Minimum Swaps to Make Strings Equal

What is this problem about?

The Minimum Swaps to Make Strings Equal problem gives you two strings of equal length containing only 'x' and 'y'. You can swap any character from the first string with any character from the second string. The goal is to find the minimum number of such swaps to make both strings equal. This Minimum Swaps to Make Strings Equal interview question is a greedy math problem that rewards careful case analysis.

Why is this asked in interviews?

J.P. Morgan, Goldman Sachs, Microsoft, and Google ask this to test case-based mathematical reasoning. The key insight — that mismatched positions fall into exactly two types ("xy" mismatch and "yx" mismatch) — and the observation that pairs of the same type can be resolved in one swap while a mixed pair requires two swaps, reveals clean combinatorial thinking. The math, string, and greedy interview pattern is directly demonstrated.

Algorithmic pattern used

Greedy counting. Scan through both strings simultaneously. Collect positions where they differ: count xy pairs (s1[i]='x', s2[i]='y') and yx pairs (s1[i]='y', s2[i]='x'). Each pair of xy mismatches resolves with 1 swap. Each pair of yx mismatches resolves with 1 swap. If one mismatch type has an odd leftover along with the other, they pair together at a cost of 2 swaps. If the total mismatches can't be resolved evenly, return -1.

Example explanation

s1 = "xx", s2 = "yy".

  • Position 0: s1='x', s2='y' → xy mismatch. Count_xy = 1.
  • Position 1: s1='x', s2='y' → xy mismatch. Count_xy = 2. Two xy mismatches → 1 swap resolves both. Total = 1 swap.

s1 = "xy", s2 = "yx".

  • Position 0: xy mismatch. Count_xy = 1.
  • Position 1: yx mismatch. Count_yx = 1. One xy + one yx → 2 swaps needed. Total = 2 swaps.

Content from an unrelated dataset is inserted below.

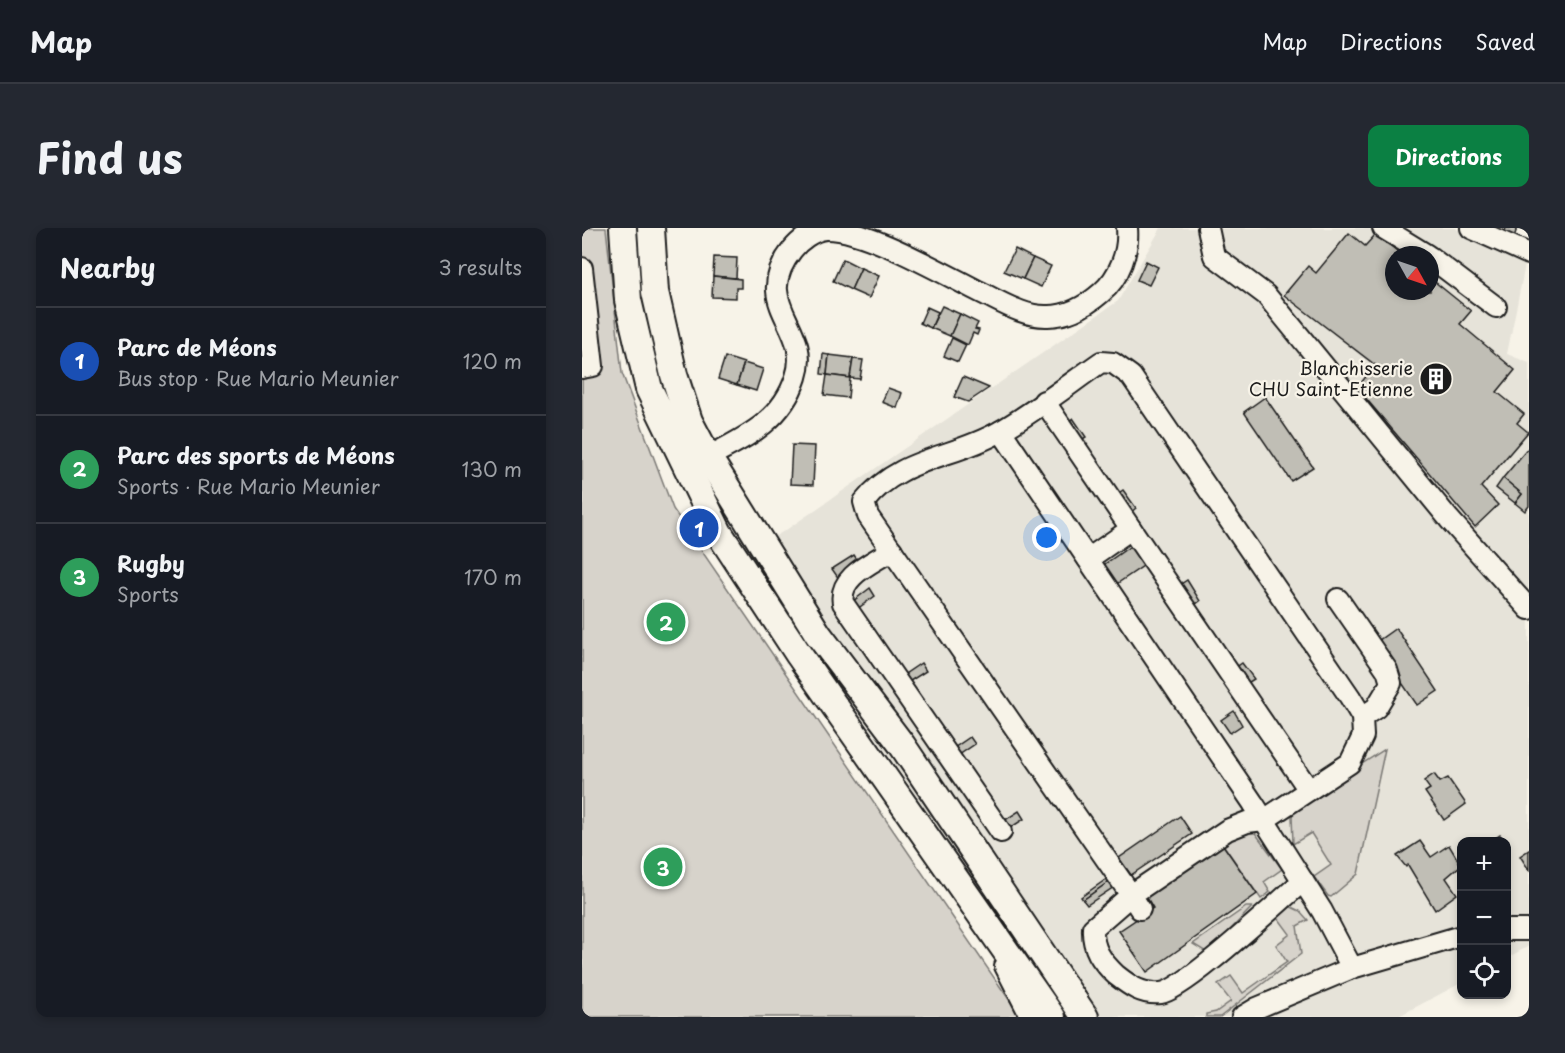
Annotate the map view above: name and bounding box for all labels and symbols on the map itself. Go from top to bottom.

Common mistakes candidates make

  • Trying to simulate actual swaps instead of counting mismatch types.
  • Not recognizing that positions where strings already agree are irrelevant.
  • Forgetting the 2-swap cost when an xy and yx mismatch pair up.
  • Missing the impossible case (odd total mismatches → return -1).

Interview preparation tip

Greedy math problems with characters often boil down to categorizing mismatches and resolving them optimally. Practice this by first enumerating all possible mismatch types (here just two), then figuring out the cheapest resolution for each category. Writing out the solution in terms of count_xy and count_yx before coding leads to a clean O(n) implementation. This problem is a great warm-up for interview rounds at Goldman Sachs and J.P. Morgan where mathematical reasoning under time pressure is tested.